YOUR OBJECTIVE:
Leave the pictures out and transcribe every record exactly.

** Opening TASK MATERIAL block **

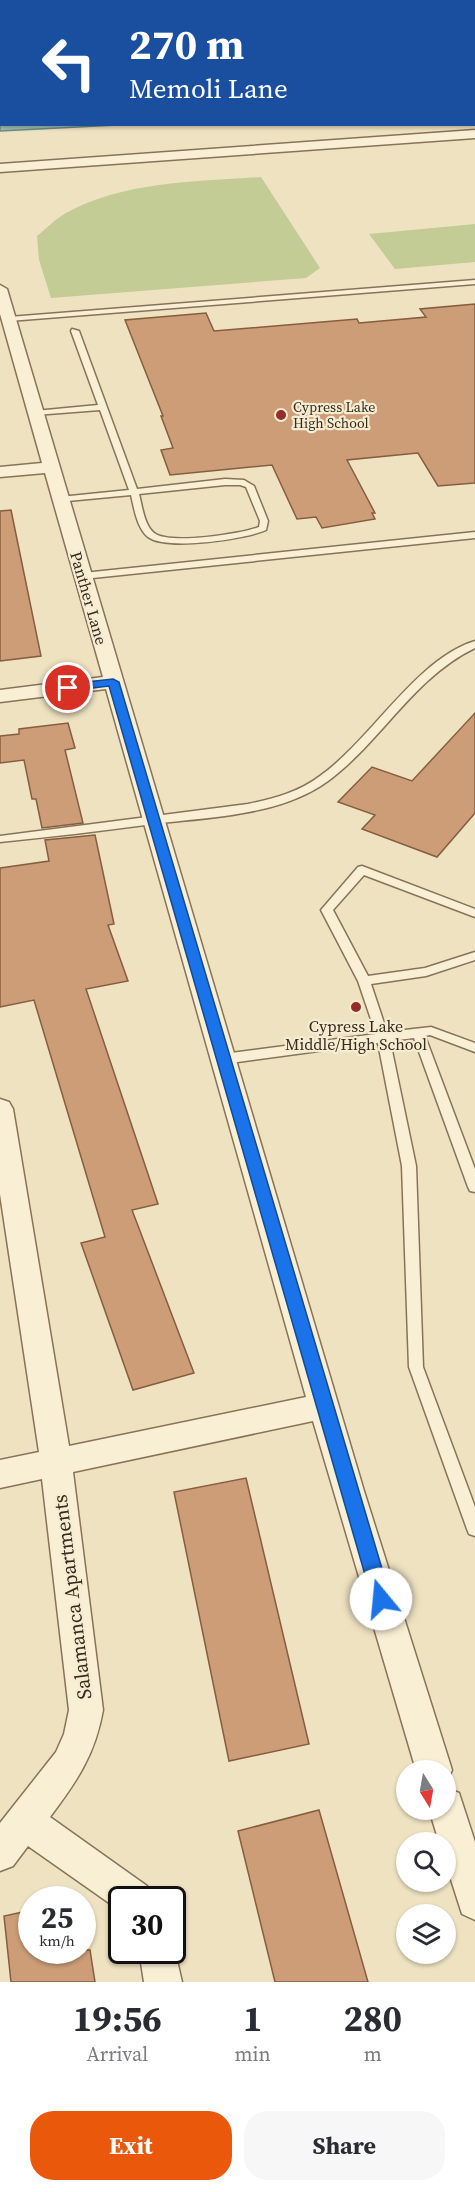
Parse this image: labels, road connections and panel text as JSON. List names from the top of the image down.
{
  "streets": {
    "street": ["Panther Lane", "Salamanca Apartments"]
  },
  "places": ["Cypress Lake High School", "Cypress Lake Middle/High School"],
  "north": "bottom",
  "page": {
    "turn": ["270 m", "Memoli Lane"],
    "speed": "25 km/h",
    "limit": "30",
    "eta": [
      "19:56",
      "Arrival",
      "1",
      "min",
      "280",
      "m"
    ],
    "buttons": ["Exit", "Share"]
  }
}
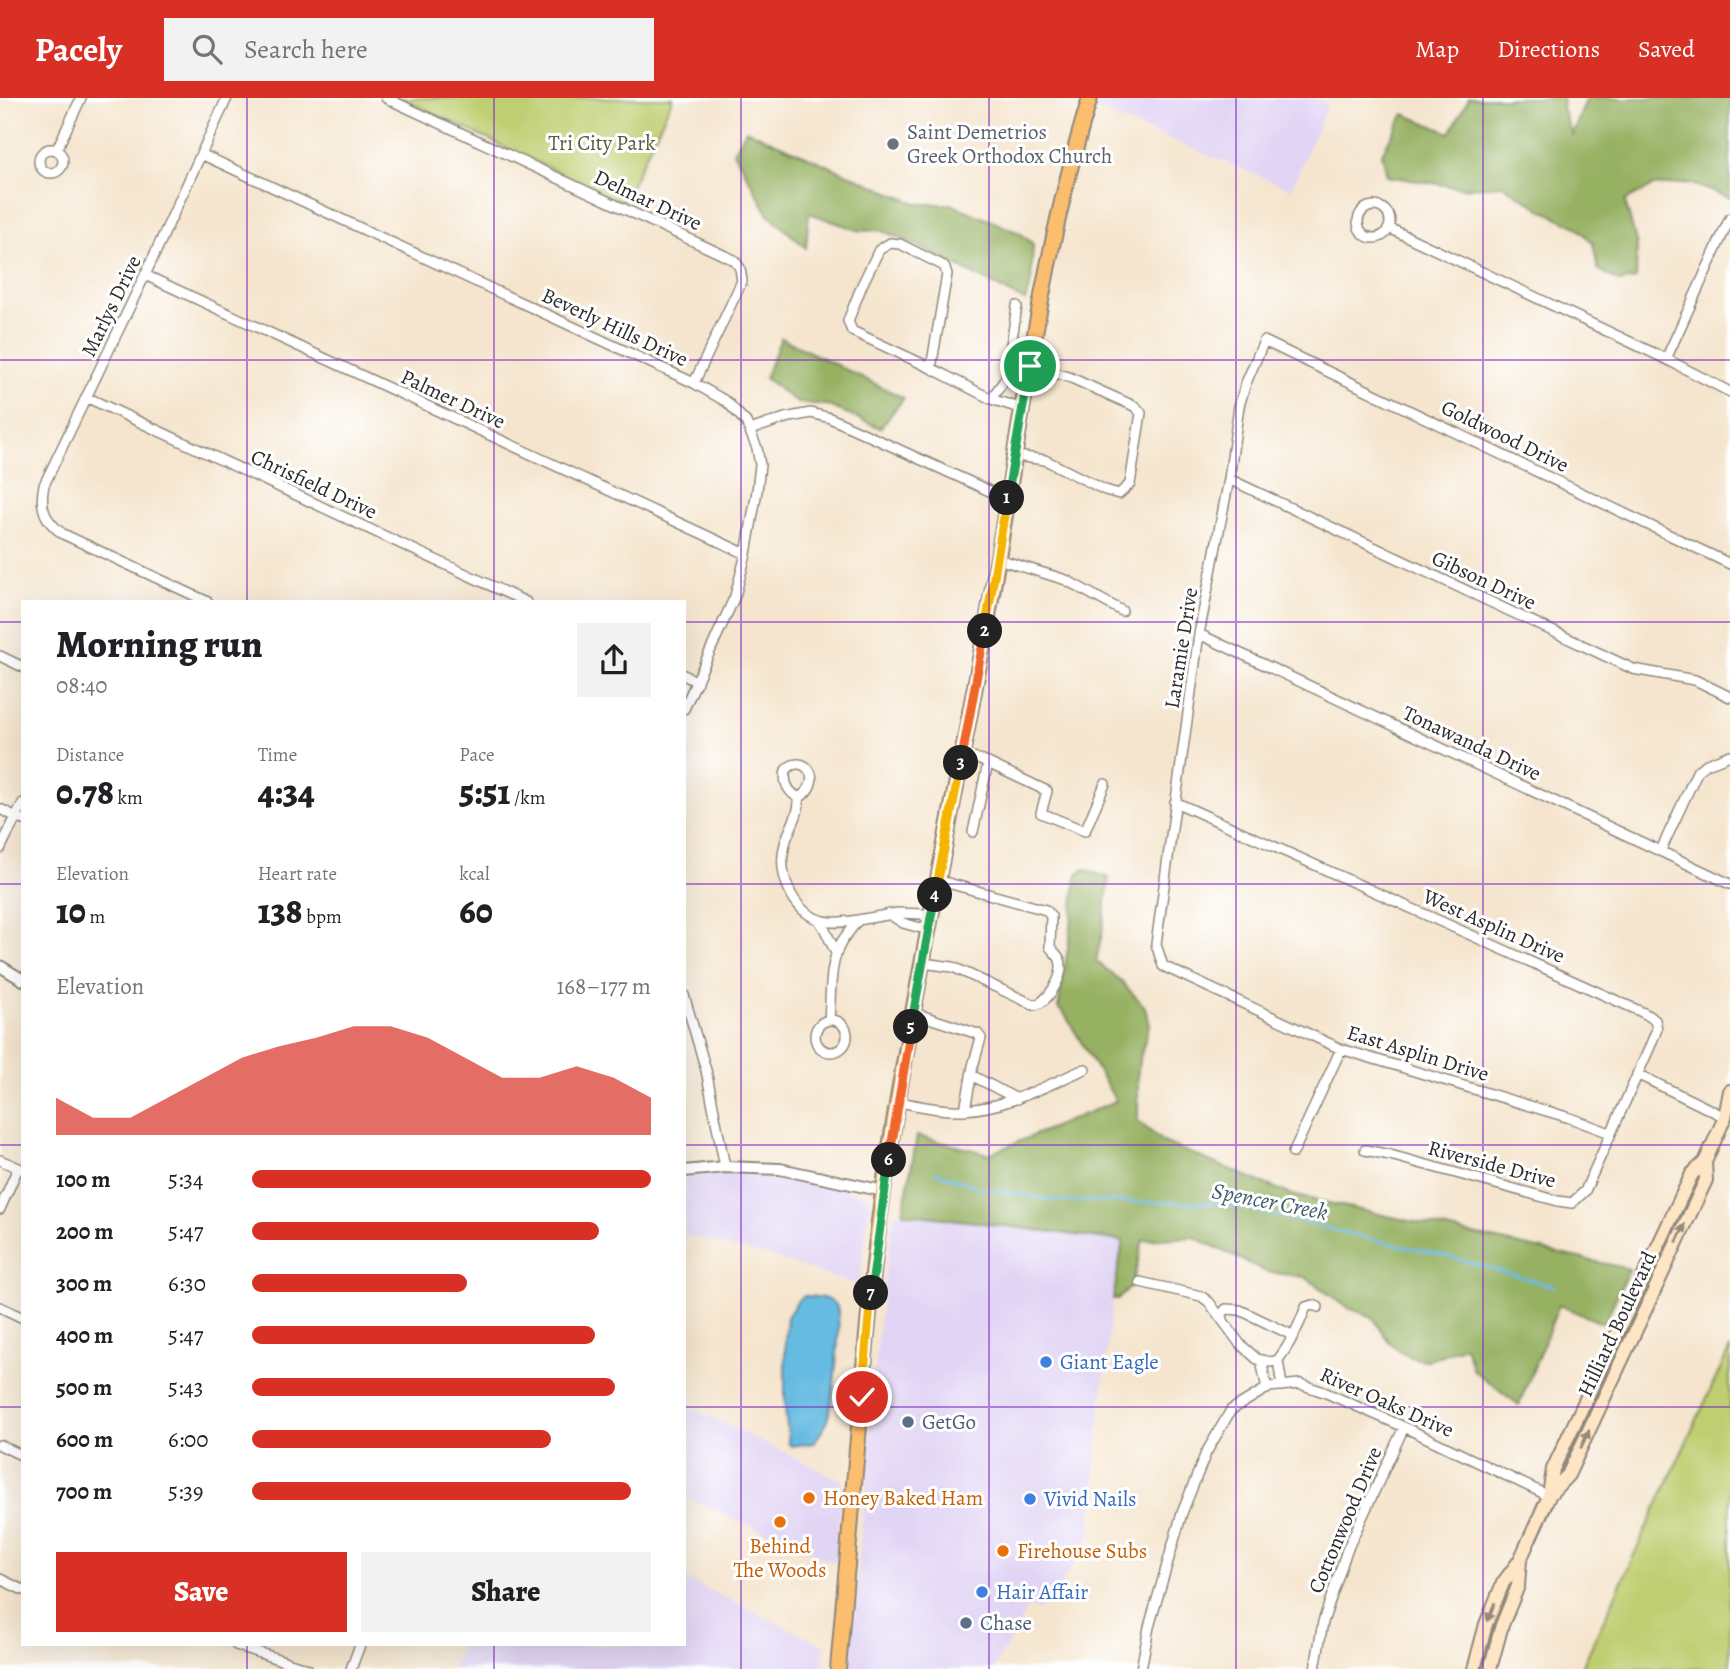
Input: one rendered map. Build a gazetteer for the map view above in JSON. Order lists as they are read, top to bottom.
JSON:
{
  "streets": {
    "main road": ["Hilliard Boulevard"],
    "street": [
      "Delmar Drive",
      "Marlys Drive",
      "Beverly Hills Drive",
      "Palmer Drive",
      "Goldwood Drive",
      "Chrisfield Drive",
      "Gibson Drive",
      "Laramie Drive",
      "Tonawanda Drive",
      "West Asplin Drive",
      "East Asplin Drive",
      "Riverside Drive",
      "River Oaks Drive",
      "Cottonwood Drive"
    ]
  },
  "crossings": [
    ["Delmar Drive", "Beverly Hills Drive"],
    ["Marlys Drive", "Beverly Hills Drive"],
    ["Marlys Drive", "Palmer Drive"],
    ["Marlys Drive", "Chrisfield Drive"],
    ["Goldwood Drive", "Laramie Drive"],
    ["Gibson Drive", "Laramie Drive"],
    ["Laramie Drive", "Tonawanda Drive"],
    ["Laramie Drive", "West Asplin Drive"],
    ["Laramie Drive", "East Asplin Drive"],
    ["East Asplin Drive", "Riverside Drive"],
    ["Hilliard Boulevard", "River Oaks Drive"],
    ["River Oaks Drive", "Cottonwood Drive"]
  ],
  "water": ["Spencer Creek"],
  "parks": ["Tri City Park"],
  "places": [
    "Saint Demetrios Greek Orthodox Church",
    "Giant Eagle",
    "GetGo",
    "Honey Baked Ham",
    "Vivid Nails",
    "Behind The Woods",
    "Firehouse Subs",
    "Hair Affair",
    "Chase"
  ],
  "page": {
    "header": "Pacely",
    "search": "Search here",
    "nav": ["Map", "Directions", "Saved"],
    "pins": [
      "1",
      "2",
      "3",
      "4",
      "5",
      "6",
      "7"
    ],
    "heading": ["Morning run", "08:40"],
    "stats": [
      ["Distance", "0.78 km"],
      ["Time", "4:34"],
      ["Pace", "5:51 /km"],
      ["Elevation", "10 m"],
      ["Heart rate", "138 bpm"],
      ["kcal", "60"]
    ],
    "chart": ["Elevation", "168–177 m"],
    "list": [
      {
        "name": "100 m",
        "note": "5:34"
      },
      {
        "name": "200 m",
        "note": "5:47"
      },
      {
        "name": "300 m",
        "note": "6:30"
      },
      {
        "name": "400 m",
        "note": "5:47"
      },
      {
        "name": "500 m",
        "note": "5:43"
      },
      {
        "name": "600 m",
        "note": "6:00"
      },
      {
        "name": "700 m",
        "note": "5:39"
      }
    ],
    "buttons": ["Save", "Share"]
  }
}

** Closing TASK MATERIAL block **

YOUR RESPONSE:
Parse this image: labels, road connections and panel text as JSON. List names from the top of the image down.
{
  "streets": {
    "street": ["Panther Lane", "Salamanca Apartments"]
  },
  "places": ["Cypress Lake High School", "Cypress Lake Middle/High School"],
  "north": "bottom",
  "page": {
    "turn": ["270 m", "Memoli Lane"],
    "speed": "25 km/h",
    "limit": "30",
    "eta": [
      "19:56",
      "Arrival",
      "1",
      "min",
      "280",
      "m"
    ],
    "buttons": ["Exit", "Share"]
  }
}
Input: one rendered map. Build a gazetteer for the map view above in JSON. Order lists as they are read, top to bottom.
JSON:
{
  "streets": {
    "main road": ["Hilliard Boulevard"],
    "street": [
      "Delmar Drive",
      "Marlys Drive",
      "Beverly Hills Drive",
      "Palmer Drive",
      "Goldwood Drive",
      "Chrisfield Drive",
      "Gibson Drive",
      "Laramie Drive",
      "Tonawanda Drive",
      "West Asplin Drive",
      "East Asplin Drive",
      "Riverside Drive",
      "River Oaks Drive",
      "Cottonwood Drive"
    ]
  },
  "crossings": [
    ["Delmar Drive", "Beverly Hills Drive"],
    ["Marlys Drive", "Beverly Hills Drive"],
    ["Marlys Drive", "Palmer Drive"],
    ["Marlys Drive", "Chrisfield Drive"],
    ["Goldwood Drive", "Laramie Drive"],
    ["Gibson Drive", "Laramie Drive"],
    ["Laramie Drive", "Tonawanda Drive"],
    ["Laramie Drive", "West Asplin Drive"],
    ["Laramie Drive", "East Asplin Drive"],
    ["East Asplin Drive", "Riverside Drive"],
    ["Hilliard Boulevard", "River Oaks Drive"],
    ["River Oaks Drive", "Cottonwood Drive"]
  ],
  "water": ["Spencer Creek"],
  "parks": ["Tri City Park"],
  "places": [
    "Saint Demetrios Greek Orthodox Church",
    "Giant Eagle",
    "GetGo",
    "Honey Baked Ham",
    "Vivid Nails",
    "Behind The Woods",
    "Firehouse Subs",
    "Hair Affair",
    "Chase"
  ],
  "page": {
    "header": "Pacely",
    "search": "Search here",
    "nav": ["Map", "Directions", "Saved"],
    "pins": [
      "1",
      "2",
      "3",
      "4",
      "5",
      "6",
      "7"
    ],
    "heading": ["Morning run", "08:40"],
    "stats": [
      ["Distance", "0.78 km"],
      ["Time", "4:34"],
      ["Pace", "5:51 /km"],
      ["Elevation", "10 m"],
      ["Heart rate", "138 bpm"],
      ["kcal", "60"]
    ],
    "chart": ["Elevation", "168–177 m"],
    "list": [
      {
        "name": "100 m",
        "note": "5:34"
      },
      {
        "name": "200 m",
        "note": "5:47"
      },
      {
        "name": "300 m",
        "note": "6:30"
      },
      {
        "name": "400 m",
        "note": "5:47"
      },
      {
        "name": "500 m",
        "note": "5:43"
      },
      {
        "name": "600 m",
        "note": "6:00"
      },
      {
        "name": "700 m",
        "note": "5:39"
      }
    ],
    "buttons": ["Save", "Share"]
  }
}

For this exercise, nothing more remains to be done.